How to complete this task →
The number needed is how many lines of the data hold the string "Durango". Give that number and nothing more.
■ ■ ■
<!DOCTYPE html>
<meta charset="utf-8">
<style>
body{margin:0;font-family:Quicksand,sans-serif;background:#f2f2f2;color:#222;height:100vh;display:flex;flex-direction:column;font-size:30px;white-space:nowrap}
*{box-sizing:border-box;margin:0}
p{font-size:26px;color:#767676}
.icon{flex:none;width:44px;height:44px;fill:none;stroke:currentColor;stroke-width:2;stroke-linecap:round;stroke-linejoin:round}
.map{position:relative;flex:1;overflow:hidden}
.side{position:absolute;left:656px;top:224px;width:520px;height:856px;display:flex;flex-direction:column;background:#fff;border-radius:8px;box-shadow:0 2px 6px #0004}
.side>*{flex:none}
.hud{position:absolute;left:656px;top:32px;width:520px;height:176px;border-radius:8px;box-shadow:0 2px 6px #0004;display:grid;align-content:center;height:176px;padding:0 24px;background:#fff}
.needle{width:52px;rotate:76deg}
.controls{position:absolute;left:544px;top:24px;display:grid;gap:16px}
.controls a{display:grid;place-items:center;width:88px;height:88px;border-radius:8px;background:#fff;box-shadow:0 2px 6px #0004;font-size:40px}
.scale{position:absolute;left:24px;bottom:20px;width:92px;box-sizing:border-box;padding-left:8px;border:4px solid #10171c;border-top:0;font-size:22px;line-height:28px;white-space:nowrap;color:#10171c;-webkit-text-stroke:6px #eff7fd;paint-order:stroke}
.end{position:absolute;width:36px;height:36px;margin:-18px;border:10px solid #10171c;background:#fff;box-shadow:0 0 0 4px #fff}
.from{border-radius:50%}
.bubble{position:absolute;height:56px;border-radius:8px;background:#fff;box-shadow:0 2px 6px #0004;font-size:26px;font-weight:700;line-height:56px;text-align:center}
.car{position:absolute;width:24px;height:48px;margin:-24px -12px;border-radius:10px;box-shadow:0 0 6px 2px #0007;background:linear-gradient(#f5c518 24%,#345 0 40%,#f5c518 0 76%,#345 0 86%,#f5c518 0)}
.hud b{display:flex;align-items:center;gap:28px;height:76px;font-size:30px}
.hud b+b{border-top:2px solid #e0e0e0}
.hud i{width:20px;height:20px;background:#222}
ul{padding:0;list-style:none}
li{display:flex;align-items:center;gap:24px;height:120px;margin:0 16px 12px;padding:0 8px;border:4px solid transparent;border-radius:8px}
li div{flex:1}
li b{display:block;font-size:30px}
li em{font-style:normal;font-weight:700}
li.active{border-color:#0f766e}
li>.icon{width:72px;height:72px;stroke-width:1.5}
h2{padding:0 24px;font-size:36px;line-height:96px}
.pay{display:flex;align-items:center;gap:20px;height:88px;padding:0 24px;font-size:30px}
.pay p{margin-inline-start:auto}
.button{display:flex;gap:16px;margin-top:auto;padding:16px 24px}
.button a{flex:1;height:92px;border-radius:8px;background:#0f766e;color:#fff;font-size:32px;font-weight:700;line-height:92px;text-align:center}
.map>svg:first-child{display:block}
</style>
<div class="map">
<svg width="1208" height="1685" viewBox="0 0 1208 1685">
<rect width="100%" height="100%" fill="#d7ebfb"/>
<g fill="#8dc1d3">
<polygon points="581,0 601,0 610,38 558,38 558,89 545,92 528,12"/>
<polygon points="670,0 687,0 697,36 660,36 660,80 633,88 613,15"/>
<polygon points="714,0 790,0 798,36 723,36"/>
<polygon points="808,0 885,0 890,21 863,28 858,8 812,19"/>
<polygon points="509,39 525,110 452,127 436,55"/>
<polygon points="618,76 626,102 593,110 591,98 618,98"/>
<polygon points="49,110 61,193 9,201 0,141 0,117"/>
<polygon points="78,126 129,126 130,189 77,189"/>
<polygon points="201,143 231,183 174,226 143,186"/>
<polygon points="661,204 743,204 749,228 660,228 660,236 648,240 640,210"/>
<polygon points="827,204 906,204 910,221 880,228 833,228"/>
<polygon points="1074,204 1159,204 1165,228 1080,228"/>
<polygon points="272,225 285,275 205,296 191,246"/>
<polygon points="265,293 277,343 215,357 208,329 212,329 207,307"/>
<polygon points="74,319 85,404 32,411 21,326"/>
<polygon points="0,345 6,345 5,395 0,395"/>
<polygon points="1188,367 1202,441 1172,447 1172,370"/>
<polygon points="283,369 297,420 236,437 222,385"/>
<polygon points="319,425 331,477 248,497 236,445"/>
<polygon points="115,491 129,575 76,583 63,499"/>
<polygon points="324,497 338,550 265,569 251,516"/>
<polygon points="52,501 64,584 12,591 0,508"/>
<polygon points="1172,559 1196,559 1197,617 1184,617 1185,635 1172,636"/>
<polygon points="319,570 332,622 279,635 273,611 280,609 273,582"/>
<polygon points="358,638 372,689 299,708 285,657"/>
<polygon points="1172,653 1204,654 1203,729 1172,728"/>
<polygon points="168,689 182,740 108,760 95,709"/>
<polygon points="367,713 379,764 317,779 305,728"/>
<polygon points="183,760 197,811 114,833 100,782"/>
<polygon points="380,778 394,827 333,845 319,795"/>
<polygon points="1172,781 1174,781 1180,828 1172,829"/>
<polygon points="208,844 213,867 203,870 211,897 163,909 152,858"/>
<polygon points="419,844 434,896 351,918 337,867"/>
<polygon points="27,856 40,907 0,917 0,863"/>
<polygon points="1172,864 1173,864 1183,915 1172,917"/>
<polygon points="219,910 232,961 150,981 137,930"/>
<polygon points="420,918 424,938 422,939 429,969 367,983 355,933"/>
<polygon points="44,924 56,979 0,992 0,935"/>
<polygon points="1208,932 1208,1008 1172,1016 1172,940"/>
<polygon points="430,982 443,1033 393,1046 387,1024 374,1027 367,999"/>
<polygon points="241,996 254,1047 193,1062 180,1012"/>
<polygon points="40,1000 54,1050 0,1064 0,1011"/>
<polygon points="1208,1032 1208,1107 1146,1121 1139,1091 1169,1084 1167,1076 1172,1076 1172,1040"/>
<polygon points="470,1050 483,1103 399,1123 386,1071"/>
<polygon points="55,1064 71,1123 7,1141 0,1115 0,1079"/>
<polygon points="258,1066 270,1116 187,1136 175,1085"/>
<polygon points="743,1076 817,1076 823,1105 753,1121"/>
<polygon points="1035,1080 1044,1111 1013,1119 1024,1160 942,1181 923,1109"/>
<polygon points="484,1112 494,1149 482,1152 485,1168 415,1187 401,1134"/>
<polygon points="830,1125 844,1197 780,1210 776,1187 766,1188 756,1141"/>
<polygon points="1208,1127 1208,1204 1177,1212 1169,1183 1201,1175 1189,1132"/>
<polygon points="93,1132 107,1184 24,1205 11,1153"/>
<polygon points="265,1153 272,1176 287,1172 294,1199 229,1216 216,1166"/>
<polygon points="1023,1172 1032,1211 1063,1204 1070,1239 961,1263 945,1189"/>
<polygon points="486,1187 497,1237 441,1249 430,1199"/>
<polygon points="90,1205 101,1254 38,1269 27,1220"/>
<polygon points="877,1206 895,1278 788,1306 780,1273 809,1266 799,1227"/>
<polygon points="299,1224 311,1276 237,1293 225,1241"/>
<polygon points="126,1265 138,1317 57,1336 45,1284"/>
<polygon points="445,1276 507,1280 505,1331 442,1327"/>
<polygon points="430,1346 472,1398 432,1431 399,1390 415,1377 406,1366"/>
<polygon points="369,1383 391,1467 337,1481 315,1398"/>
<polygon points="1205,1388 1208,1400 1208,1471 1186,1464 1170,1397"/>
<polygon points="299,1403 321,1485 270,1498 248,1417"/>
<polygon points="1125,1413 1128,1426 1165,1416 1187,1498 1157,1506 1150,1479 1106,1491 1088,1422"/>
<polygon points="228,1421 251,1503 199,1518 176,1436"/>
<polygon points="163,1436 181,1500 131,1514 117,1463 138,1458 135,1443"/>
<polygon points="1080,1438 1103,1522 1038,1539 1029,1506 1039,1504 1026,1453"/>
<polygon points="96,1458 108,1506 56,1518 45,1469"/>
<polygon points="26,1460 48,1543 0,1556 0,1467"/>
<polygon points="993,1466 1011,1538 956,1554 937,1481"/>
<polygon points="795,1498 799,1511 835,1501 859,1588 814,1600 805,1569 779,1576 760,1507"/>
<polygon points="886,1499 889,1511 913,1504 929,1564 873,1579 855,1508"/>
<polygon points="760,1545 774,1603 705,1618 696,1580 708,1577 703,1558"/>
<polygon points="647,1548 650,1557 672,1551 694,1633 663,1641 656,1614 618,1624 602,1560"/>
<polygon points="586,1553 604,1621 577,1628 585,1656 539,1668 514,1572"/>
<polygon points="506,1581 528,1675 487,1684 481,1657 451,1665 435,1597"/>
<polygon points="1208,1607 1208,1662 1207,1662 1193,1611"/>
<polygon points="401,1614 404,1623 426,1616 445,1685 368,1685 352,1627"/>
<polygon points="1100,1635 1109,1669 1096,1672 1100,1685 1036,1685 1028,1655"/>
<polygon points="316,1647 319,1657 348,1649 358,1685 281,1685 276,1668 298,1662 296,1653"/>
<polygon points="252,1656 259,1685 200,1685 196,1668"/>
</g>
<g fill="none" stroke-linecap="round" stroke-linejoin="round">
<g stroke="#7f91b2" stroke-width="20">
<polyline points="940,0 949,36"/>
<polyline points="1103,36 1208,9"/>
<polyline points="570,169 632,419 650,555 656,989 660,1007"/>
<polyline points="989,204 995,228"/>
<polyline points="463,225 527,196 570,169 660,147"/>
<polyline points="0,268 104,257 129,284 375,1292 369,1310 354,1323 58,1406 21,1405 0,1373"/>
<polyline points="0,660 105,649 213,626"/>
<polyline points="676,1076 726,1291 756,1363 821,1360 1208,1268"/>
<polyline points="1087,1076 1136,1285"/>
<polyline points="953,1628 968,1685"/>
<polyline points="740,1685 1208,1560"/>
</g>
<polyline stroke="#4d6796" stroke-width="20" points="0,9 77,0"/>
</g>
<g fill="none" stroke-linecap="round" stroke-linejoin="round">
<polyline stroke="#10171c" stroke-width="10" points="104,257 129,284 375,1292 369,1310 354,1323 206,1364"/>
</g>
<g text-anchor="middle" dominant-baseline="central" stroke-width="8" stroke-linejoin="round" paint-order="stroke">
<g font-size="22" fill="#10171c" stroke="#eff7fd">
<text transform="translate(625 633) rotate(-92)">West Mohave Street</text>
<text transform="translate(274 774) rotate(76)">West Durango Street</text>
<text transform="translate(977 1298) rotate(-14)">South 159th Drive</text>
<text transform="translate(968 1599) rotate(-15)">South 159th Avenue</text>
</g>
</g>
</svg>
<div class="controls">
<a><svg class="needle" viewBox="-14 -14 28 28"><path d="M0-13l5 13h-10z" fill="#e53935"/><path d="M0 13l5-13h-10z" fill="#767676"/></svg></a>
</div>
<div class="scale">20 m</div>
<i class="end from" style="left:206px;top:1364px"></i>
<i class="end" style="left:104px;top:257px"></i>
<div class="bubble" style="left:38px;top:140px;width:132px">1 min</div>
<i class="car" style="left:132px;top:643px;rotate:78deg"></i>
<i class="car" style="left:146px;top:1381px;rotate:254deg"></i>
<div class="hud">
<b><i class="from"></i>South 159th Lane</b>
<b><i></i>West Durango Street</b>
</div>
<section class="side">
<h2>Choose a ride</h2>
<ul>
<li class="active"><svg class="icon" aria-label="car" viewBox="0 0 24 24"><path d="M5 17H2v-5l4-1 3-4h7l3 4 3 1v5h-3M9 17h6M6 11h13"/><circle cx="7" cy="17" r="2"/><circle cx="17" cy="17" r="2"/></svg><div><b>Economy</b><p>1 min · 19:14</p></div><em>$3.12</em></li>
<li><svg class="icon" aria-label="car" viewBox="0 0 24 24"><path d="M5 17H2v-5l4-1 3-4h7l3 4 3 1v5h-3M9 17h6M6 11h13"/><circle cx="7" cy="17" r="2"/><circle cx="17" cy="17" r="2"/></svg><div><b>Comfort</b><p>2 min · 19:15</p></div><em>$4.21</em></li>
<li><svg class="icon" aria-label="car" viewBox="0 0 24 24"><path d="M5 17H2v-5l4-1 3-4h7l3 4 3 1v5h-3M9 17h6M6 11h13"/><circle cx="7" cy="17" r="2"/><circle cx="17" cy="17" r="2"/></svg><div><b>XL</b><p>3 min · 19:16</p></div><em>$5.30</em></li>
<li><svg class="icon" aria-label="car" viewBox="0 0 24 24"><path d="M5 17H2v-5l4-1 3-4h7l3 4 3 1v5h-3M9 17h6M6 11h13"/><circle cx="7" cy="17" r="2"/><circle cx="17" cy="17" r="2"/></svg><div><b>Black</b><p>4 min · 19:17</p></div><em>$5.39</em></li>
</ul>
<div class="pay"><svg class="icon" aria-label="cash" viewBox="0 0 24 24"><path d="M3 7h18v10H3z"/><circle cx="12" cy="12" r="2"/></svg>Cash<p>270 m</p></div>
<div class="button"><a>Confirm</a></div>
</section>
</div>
■ ■ ■
Answer box →
2